◆ EXERCISE ◆
Every line of the listing that holds the word "with" should be returned.

◆ EXCERPTED RECORDS ◆
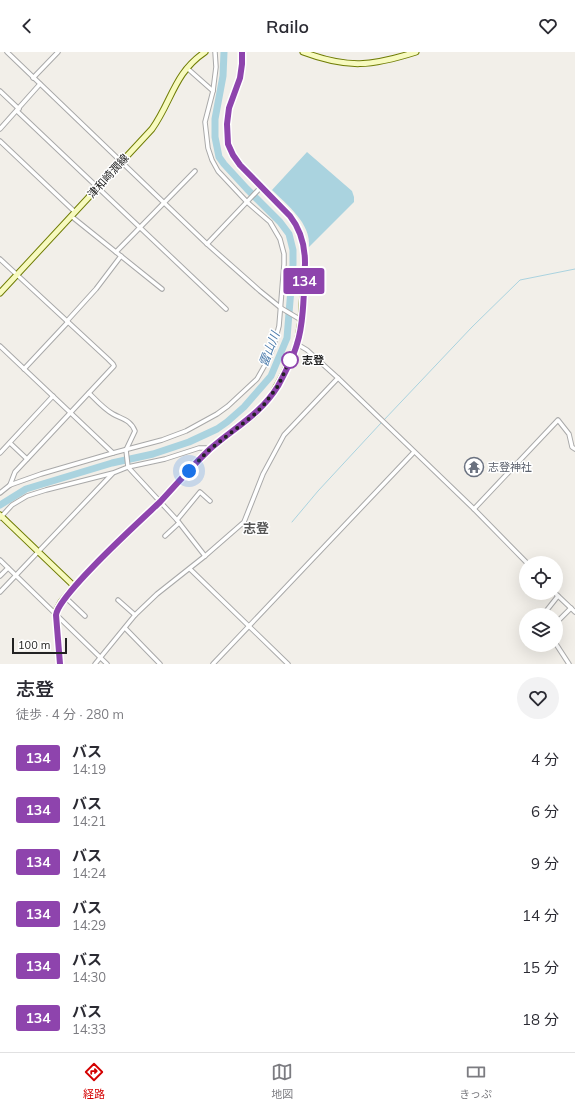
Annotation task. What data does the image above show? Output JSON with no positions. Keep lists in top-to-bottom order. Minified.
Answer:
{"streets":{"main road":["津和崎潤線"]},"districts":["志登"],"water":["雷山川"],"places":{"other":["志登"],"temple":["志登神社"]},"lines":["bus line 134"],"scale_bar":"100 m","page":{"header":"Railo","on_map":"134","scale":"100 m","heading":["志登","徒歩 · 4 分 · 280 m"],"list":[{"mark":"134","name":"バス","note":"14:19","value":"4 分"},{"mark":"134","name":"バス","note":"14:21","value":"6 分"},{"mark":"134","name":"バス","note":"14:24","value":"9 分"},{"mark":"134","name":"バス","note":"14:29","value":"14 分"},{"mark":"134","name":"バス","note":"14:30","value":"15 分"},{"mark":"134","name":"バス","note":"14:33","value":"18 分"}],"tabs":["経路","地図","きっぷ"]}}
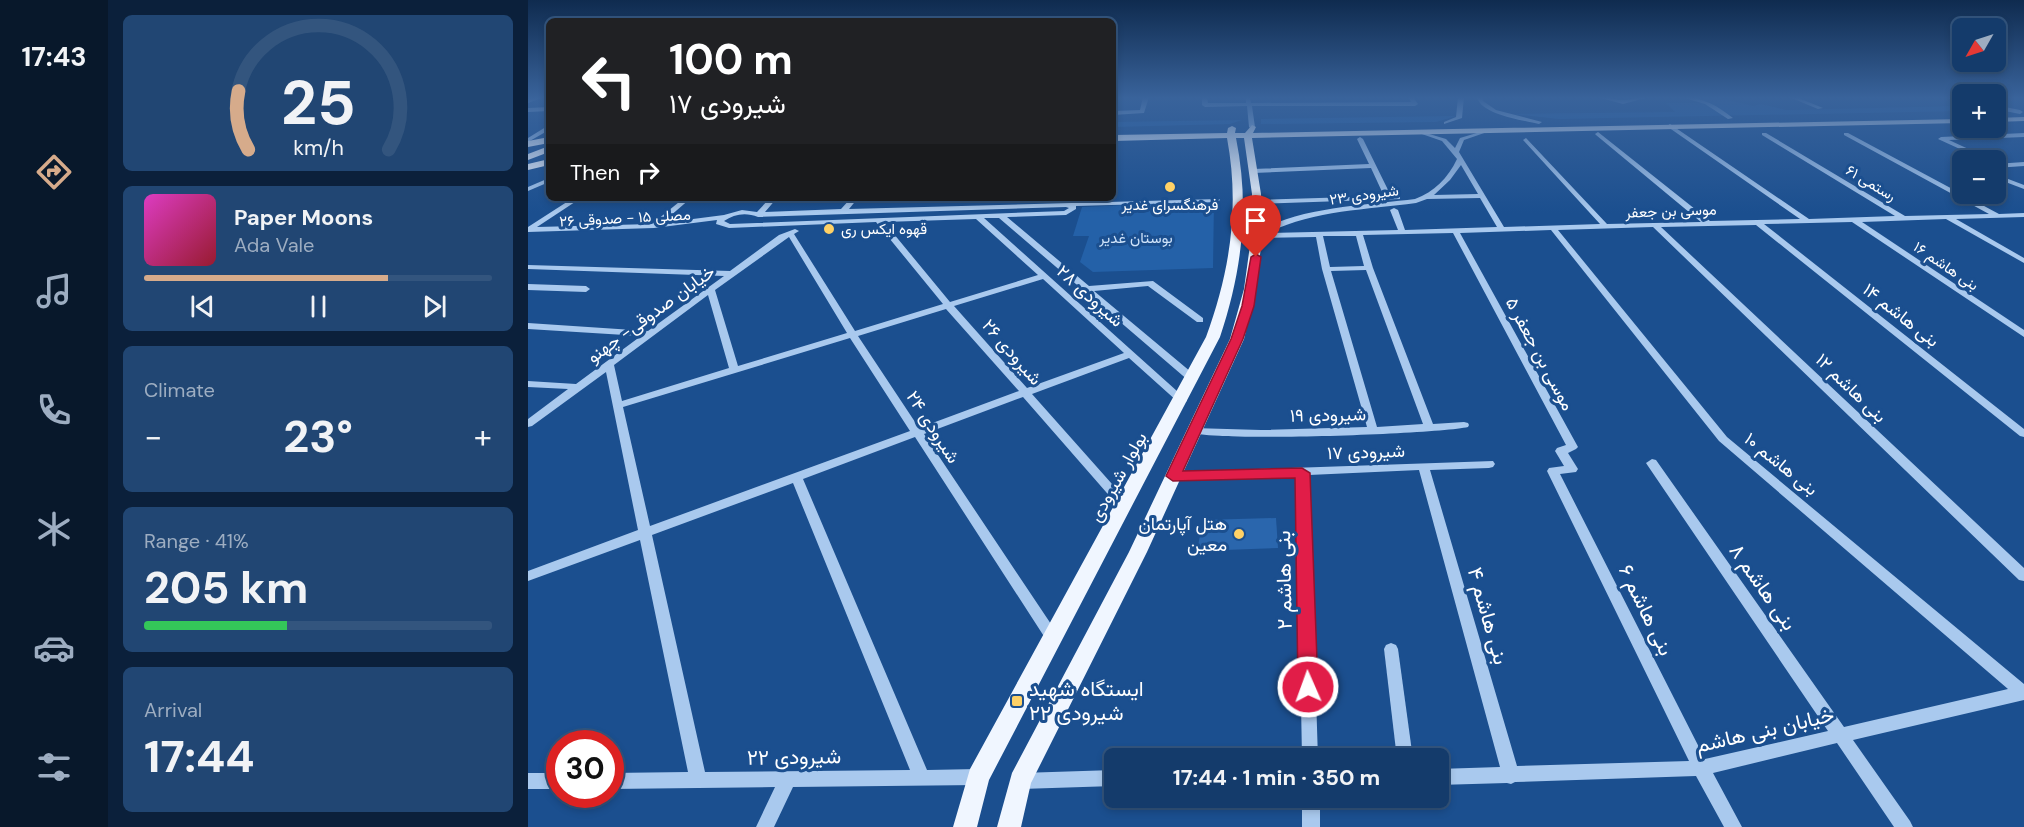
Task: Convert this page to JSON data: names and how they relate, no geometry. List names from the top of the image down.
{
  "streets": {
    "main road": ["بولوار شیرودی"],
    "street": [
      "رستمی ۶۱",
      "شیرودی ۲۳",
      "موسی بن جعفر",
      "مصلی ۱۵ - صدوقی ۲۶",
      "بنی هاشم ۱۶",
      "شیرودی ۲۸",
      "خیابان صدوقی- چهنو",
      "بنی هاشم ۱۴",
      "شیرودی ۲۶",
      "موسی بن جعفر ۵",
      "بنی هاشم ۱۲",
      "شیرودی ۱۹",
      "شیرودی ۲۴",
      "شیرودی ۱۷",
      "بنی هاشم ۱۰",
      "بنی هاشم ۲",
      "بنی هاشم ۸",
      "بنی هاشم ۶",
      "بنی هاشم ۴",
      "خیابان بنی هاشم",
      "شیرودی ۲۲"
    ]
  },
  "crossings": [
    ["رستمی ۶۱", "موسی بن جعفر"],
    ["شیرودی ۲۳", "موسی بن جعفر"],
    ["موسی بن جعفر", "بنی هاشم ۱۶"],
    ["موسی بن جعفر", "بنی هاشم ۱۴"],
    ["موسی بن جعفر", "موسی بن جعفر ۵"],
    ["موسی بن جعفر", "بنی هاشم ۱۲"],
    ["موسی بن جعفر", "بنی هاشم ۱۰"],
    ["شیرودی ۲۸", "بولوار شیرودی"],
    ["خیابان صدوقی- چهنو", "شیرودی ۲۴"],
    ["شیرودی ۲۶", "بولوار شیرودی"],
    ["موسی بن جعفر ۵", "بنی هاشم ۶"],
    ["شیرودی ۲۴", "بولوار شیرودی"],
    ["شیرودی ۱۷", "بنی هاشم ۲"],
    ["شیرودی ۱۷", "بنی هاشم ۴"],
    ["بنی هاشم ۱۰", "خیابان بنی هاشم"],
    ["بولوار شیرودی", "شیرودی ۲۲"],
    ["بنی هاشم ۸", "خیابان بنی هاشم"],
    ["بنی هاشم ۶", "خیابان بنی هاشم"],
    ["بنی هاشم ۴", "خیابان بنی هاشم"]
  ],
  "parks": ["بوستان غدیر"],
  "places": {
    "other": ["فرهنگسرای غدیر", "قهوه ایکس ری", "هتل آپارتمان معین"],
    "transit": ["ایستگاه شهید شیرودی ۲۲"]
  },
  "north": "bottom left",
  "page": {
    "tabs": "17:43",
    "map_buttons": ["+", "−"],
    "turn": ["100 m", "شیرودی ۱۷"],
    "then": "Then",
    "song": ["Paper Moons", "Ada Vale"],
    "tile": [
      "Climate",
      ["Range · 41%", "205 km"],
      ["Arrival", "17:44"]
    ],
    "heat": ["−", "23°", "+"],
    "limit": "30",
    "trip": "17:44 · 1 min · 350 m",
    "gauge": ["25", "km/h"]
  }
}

...

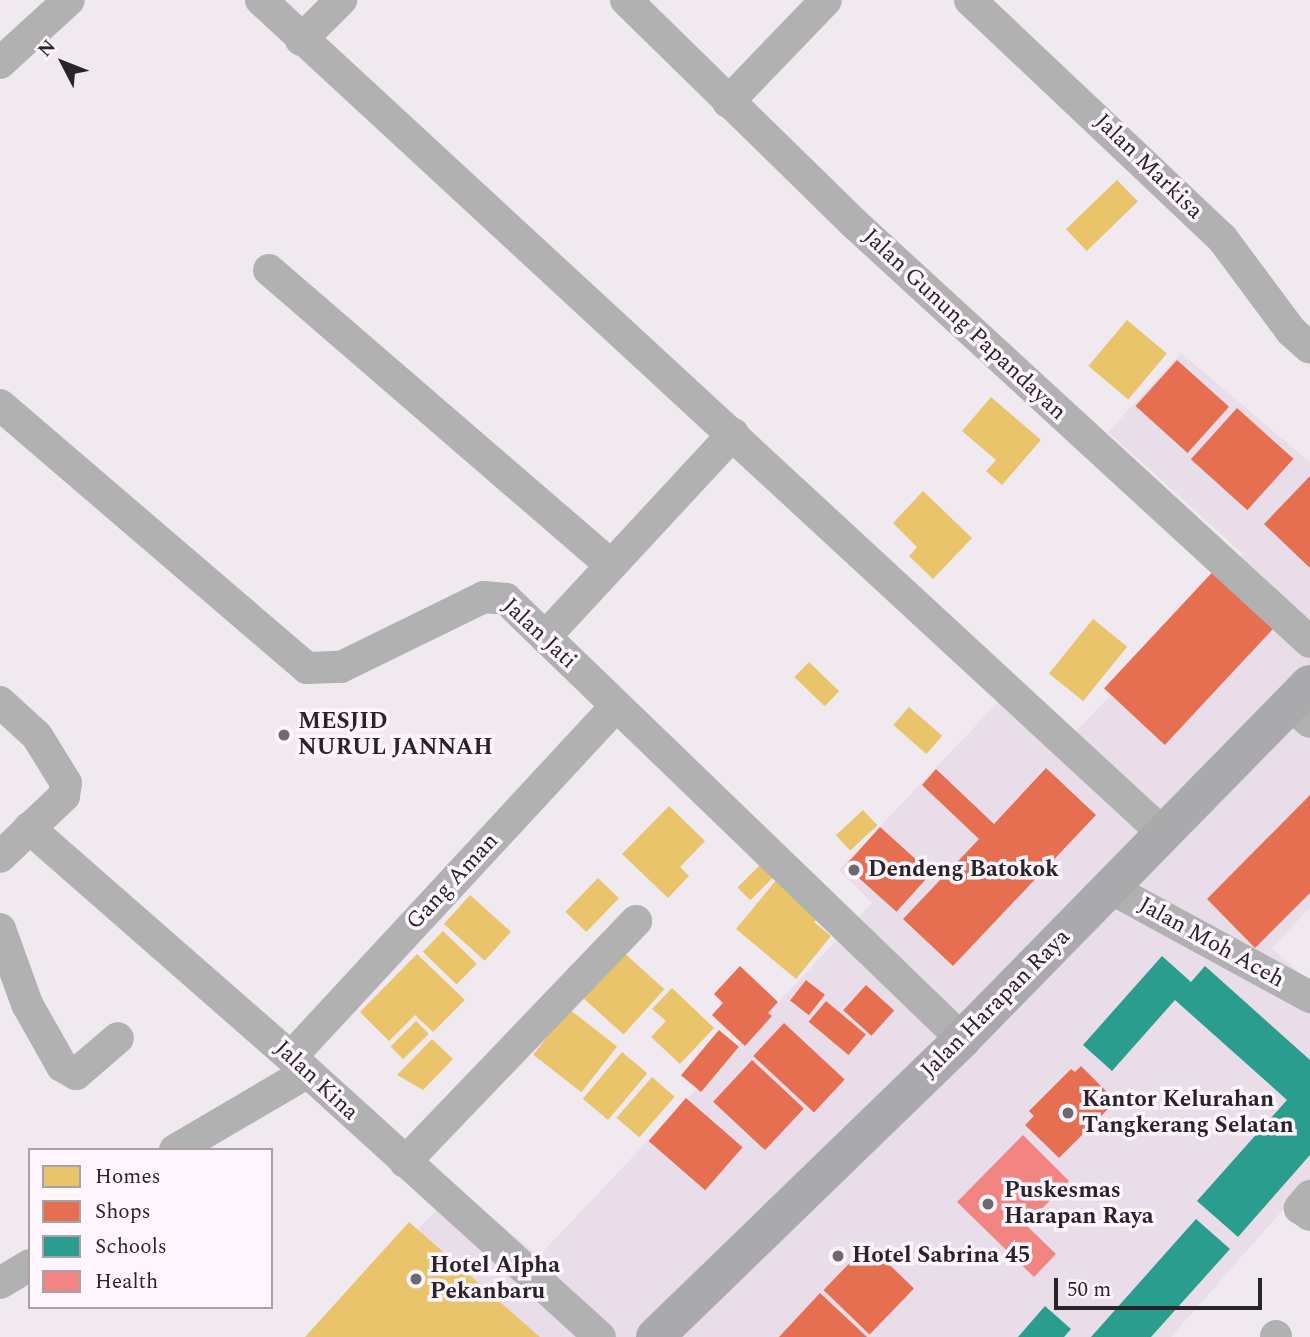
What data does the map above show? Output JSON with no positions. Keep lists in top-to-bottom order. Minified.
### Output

◆ REPLY TO THE TASK ◆
Annotation task. What data does the image above show? Output JSON with no positions. Keep lists in top-to-bottom order. Minified.
What data does the map above show? Output JSON with no positions. Keep lists in top-to-bottom order. Minified.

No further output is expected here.